Study Overview
Researchers from Technical University of Munich, Columbia Business School, and Harvard Business School analyzed over 16 billion ad impressions across 7,000 advertisers to understand how AI-generated display ads perform in the real world. The study examined ads created using an AI tool called GenAI Ad Maker, comparing them against traditional human-made ads.
Key Findings
The research reveals that AI-generated ads can match or exceed human-made ads' performance, but with an important caveat: they perform best when they don't look AI-generated. AI ads that consumers perceive as human-made achieved significantly higher click-through rates than both human-created ads and AI-generated ads that looked artificial. Interestingly, consumers often struggled to identify AI-generated content - about 59% of AI-generated ads were perceived as potentially human-made. The study found that certain visual features, like vivid colors, signal "AI-made" to consumers. However, AI excels at creating highly aesthetic images with prominent faces - features that consumers typically associate with human creation.
Implications for Marketing
These findings have significant implications for the advertising industry. While AI can create ads much more efficiently than humans, success depends on making these ads appear natural and human-made.

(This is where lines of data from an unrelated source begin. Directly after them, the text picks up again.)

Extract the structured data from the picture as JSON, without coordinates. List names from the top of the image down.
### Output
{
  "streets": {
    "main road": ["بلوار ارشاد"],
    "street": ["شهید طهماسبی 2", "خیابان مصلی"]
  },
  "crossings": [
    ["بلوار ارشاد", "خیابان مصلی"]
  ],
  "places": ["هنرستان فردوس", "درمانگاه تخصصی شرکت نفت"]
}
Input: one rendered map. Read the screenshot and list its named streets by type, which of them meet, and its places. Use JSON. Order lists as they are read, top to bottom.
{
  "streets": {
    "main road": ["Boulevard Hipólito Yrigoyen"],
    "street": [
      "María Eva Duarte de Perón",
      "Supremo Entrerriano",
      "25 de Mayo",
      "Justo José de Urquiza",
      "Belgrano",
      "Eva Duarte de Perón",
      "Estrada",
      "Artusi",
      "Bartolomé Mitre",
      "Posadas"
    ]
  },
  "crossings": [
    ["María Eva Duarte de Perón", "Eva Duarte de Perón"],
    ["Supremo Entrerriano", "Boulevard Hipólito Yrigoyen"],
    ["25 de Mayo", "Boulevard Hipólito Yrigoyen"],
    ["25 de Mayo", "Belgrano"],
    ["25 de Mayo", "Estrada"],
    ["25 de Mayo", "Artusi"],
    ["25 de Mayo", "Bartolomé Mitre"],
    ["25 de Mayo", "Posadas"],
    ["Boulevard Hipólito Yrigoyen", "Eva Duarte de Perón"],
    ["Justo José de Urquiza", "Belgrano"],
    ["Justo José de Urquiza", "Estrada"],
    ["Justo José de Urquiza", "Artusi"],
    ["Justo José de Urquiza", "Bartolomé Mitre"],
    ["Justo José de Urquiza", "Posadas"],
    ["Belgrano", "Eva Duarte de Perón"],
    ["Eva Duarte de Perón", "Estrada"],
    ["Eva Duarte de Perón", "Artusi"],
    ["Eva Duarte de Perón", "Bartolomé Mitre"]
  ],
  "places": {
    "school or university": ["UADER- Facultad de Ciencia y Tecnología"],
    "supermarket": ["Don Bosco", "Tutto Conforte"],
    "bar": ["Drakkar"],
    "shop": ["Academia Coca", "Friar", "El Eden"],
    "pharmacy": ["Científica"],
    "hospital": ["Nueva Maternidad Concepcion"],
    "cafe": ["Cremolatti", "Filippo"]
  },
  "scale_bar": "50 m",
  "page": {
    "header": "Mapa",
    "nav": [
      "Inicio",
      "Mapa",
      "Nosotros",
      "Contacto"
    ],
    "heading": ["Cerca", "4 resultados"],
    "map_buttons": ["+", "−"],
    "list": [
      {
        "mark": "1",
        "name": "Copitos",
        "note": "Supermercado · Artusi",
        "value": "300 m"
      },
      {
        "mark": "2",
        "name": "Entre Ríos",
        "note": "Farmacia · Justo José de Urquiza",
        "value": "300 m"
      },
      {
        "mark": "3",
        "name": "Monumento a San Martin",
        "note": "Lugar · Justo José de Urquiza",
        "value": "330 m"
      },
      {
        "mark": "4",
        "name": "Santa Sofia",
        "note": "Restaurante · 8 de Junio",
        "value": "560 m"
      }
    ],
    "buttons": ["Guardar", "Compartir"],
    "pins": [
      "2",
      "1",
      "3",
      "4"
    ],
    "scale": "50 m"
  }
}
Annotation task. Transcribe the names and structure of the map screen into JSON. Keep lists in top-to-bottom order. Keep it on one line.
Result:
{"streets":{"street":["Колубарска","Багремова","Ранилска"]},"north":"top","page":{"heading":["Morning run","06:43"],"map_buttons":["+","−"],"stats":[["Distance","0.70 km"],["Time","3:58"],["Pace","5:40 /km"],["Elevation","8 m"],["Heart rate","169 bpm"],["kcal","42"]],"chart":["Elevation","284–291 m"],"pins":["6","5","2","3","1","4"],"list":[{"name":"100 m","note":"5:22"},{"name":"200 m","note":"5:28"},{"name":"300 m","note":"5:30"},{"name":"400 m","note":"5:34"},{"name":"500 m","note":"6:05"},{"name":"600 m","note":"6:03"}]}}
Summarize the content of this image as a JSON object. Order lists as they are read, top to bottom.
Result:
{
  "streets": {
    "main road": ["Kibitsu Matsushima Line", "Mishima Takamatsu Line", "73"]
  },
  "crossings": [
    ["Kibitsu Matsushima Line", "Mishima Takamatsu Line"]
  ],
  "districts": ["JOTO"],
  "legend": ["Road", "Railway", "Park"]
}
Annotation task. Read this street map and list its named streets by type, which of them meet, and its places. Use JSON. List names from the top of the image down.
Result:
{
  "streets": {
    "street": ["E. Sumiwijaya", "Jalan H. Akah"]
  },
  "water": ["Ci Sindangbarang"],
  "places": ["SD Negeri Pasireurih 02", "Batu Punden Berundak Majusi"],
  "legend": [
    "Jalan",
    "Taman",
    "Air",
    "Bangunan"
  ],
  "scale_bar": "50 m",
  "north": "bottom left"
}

The research suggests that smaller advertisers benefit most from AI tools, potentially democratizing access to high-quality advertising content. The study also raises important questions about transparency in AI-generated advertising and how consumer perceptions of AI might evolve as the technology continues to advance. The researchers' analysis of newer AI models shows that while they're getting better at creating human-like content, the variation in perceived artificiality persists - suggesting these findings will remain relevant as AI technology evolves.